#### TASK OBJECTIVE
Reproduce the data exactly as given, except for any images.

#### DATA FOR THIS EXERCISE
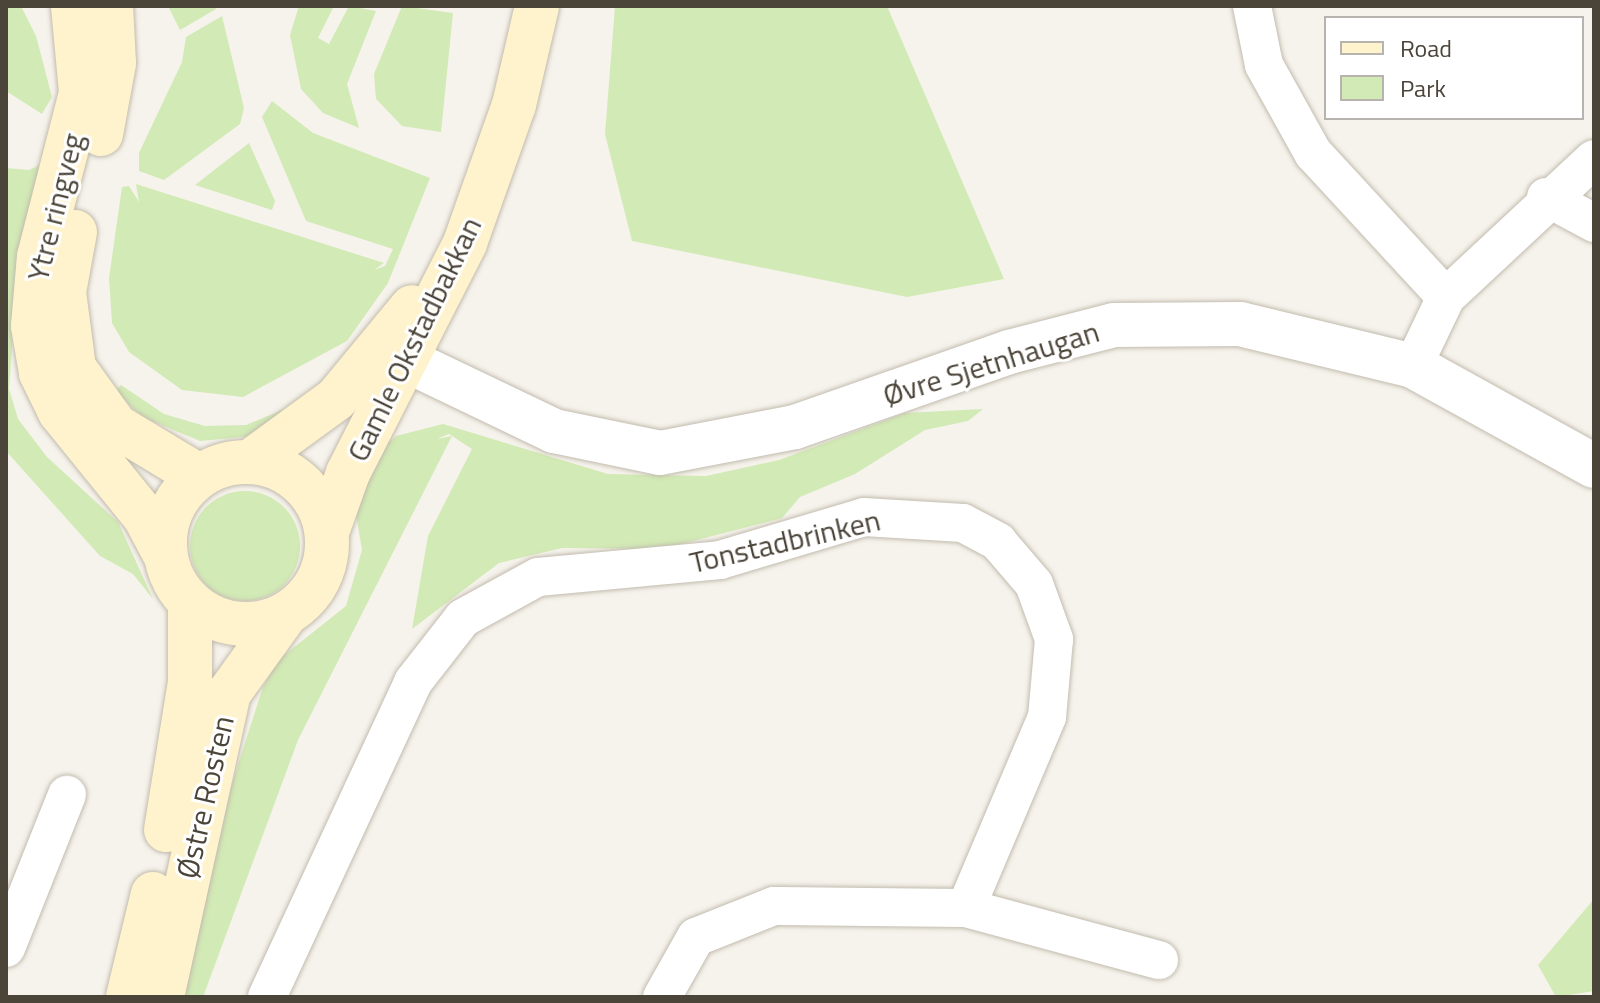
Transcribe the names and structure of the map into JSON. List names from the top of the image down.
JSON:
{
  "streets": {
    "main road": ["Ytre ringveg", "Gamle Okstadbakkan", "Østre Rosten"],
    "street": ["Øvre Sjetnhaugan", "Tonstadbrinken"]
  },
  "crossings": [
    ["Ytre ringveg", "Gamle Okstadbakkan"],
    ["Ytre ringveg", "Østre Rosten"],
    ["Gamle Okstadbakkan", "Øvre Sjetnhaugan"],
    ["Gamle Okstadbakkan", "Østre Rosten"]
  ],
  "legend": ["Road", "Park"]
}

#### ANSWER TO THE EXERCISE
Transcribe the names and structure of the map into JSON. List names from the top of the image down.
JSON:
{
  "streets": {
    "main road": ["Ytre ringveg", "Gamle Okstadbakkan", "Østre Rosten"],
    "street": ["Øvre Sjetnhaugan", "Tonstadbrinken"]
  },
  "crossings": [
    ["Ytre ringveg", "Gamle Okstadbakkan"],
    ["Ytre ringveg", "Østre Rosten"],
    ["Gamle Okstadbakkan", "Øvre Sjetnhaugan"],
    ["Gamle Okstadbakkan", "Østre Rosten"]
  ],
  "legend": ["Road", "Park"]
}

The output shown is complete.